• _What this task involves_: Once you reach the line containing "Task: Give me a JSON index of the street" in the entries below, write out that line and each one after it down to the line containing "Summarize the content", exactly and with nothing added.

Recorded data
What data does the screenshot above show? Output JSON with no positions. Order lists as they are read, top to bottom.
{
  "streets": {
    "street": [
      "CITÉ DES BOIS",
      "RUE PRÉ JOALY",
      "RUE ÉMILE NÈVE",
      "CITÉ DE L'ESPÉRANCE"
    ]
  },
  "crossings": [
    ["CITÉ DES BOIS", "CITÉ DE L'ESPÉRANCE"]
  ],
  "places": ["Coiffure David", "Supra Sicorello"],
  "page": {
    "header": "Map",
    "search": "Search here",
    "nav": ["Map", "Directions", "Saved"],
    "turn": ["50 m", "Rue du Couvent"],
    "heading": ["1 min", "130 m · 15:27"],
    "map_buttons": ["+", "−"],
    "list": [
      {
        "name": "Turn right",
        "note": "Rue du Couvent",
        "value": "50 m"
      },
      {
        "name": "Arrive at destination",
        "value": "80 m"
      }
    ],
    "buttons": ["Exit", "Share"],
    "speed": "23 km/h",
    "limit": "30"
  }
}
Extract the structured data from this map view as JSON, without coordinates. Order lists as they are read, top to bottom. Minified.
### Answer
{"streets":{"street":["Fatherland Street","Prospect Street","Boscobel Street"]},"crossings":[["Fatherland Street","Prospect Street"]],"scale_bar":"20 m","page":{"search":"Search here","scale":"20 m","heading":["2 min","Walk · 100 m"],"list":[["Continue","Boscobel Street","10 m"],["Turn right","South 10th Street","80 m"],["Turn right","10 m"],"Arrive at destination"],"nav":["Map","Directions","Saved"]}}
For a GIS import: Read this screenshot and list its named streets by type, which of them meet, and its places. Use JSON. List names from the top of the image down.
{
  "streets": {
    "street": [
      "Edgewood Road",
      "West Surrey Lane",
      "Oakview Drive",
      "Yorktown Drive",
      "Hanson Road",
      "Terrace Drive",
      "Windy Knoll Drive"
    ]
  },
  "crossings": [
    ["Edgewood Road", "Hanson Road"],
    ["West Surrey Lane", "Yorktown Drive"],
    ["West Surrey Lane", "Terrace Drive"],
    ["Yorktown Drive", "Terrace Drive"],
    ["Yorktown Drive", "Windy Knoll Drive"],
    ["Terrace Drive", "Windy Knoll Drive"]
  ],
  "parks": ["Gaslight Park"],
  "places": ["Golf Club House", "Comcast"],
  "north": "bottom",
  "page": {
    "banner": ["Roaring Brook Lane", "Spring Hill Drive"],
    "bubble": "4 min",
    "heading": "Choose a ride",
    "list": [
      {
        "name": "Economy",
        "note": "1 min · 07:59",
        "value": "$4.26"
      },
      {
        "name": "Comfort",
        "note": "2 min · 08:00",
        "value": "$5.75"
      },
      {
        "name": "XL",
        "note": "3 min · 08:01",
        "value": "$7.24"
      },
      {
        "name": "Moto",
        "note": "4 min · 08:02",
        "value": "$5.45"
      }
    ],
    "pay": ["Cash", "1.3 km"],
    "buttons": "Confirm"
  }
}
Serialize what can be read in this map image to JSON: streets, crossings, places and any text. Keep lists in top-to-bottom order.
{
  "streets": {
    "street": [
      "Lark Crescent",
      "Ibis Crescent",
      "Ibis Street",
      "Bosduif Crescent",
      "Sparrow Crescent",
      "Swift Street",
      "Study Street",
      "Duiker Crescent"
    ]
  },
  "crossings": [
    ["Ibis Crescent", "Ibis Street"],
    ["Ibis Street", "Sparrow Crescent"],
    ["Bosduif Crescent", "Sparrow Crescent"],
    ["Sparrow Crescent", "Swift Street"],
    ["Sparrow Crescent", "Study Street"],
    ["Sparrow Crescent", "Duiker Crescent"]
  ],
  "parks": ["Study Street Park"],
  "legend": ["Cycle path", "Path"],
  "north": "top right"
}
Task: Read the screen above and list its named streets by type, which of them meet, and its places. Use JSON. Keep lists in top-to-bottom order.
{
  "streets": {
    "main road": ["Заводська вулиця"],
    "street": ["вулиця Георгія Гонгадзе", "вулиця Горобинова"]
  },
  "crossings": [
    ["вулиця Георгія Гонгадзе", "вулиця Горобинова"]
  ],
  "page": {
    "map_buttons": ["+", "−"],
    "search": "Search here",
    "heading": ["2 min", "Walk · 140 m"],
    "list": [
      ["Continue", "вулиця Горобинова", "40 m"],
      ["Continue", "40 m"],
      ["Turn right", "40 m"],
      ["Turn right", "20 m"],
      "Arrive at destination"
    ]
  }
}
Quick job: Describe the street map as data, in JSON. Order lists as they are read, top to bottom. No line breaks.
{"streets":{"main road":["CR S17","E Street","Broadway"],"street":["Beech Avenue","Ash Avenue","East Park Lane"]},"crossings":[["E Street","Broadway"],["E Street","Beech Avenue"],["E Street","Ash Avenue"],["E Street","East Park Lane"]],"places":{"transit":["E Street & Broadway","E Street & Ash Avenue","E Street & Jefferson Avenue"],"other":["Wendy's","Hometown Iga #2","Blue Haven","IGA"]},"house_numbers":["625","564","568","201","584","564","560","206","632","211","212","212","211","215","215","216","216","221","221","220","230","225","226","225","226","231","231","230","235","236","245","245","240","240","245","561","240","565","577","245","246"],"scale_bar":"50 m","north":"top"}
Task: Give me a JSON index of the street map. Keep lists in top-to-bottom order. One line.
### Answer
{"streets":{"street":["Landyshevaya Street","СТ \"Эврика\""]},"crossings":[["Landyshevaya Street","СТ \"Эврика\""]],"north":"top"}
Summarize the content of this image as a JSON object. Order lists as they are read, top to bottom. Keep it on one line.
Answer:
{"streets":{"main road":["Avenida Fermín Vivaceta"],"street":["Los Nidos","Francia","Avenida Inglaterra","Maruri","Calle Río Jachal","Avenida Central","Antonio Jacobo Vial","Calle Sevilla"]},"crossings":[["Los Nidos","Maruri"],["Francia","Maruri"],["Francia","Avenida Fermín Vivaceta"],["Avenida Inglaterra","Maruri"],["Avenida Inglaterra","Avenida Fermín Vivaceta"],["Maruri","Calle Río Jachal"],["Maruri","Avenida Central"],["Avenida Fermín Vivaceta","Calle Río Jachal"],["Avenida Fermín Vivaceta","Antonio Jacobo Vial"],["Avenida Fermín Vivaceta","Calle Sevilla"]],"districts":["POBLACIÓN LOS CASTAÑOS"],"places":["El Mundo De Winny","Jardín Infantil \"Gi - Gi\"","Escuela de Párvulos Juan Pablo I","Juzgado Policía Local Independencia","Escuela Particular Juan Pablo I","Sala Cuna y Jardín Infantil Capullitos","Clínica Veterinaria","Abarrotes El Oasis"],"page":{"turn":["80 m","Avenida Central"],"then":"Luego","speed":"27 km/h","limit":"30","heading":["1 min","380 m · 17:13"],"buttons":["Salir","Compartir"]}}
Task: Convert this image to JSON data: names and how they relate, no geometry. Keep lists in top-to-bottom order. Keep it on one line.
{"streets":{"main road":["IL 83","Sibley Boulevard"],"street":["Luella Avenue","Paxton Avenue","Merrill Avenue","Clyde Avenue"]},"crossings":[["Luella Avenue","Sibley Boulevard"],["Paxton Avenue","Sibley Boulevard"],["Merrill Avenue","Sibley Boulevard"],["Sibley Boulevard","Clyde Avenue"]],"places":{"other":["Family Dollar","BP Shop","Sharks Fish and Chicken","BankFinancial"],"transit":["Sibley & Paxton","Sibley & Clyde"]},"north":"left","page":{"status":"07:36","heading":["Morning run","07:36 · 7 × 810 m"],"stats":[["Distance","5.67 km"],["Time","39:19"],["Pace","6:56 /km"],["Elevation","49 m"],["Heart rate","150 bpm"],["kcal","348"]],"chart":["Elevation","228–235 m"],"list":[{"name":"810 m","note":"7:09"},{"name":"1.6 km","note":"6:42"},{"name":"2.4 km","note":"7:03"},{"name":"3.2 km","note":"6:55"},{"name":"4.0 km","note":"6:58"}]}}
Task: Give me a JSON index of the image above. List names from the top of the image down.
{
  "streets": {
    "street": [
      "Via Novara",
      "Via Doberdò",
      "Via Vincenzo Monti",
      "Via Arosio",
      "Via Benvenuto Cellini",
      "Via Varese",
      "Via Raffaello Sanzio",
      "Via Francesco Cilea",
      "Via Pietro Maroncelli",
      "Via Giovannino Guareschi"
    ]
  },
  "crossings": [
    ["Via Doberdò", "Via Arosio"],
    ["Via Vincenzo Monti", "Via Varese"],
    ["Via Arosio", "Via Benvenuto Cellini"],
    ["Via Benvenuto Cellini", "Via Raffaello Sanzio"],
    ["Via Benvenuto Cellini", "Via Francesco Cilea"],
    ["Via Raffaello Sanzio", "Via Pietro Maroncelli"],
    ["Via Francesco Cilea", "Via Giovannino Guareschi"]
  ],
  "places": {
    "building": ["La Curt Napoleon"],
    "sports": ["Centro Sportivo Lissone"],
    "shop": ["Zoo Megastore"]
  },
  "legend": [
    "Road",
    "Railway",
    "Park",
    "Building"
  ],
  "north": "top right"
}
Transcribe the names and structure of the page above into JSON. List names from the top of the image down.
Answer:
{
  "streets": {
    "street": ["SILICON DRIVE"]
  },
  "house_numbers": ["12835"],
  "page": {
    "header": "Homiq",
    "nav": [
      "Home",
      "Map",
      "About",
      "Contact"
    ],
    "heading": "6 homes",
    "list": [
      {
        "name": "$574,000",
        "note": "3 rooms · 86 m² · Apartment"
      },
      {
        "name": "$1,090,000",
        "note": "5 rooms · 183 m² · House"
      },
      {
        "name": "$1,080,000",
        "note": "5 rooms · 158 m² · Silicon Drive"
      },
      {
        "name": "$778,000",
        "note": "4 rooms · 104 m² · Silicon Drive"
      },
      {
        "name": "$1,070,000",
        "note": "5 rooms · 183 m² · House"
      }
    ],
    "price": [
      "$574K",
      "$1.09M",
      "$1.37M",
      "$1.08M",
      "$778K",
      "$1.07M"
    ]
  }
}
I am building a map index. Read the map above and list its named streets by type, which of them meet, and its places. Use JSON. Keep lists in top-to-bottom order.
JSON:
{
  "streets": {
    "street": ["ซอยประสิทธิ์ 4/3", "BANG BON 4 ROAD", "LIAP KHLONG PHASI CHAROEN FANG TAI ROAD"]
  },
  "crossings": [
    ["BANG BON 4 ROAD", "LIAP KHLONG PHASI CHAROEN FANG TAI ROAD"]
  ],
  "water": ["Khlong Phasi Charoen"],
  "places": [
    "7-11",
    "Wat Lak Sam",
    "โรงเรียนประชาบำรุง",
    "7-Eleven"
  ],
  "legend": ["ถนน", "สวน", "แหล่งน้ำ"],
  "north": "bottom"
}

• _Exercise result_:
Task: Give me a JSON index of the street map. Keep lists in top-to-bottom order. One line.
### Answer
{"streets":{"street":["Landyshevaya Street","СТ \"Эврика\""]},"crossings":[["Landyshevaya Street","СТ \"Эврика\""]],"north":"top"}
Summarize the content of this image as a JSON object. Order lists as they are read, top to bottom. Keep it on one line.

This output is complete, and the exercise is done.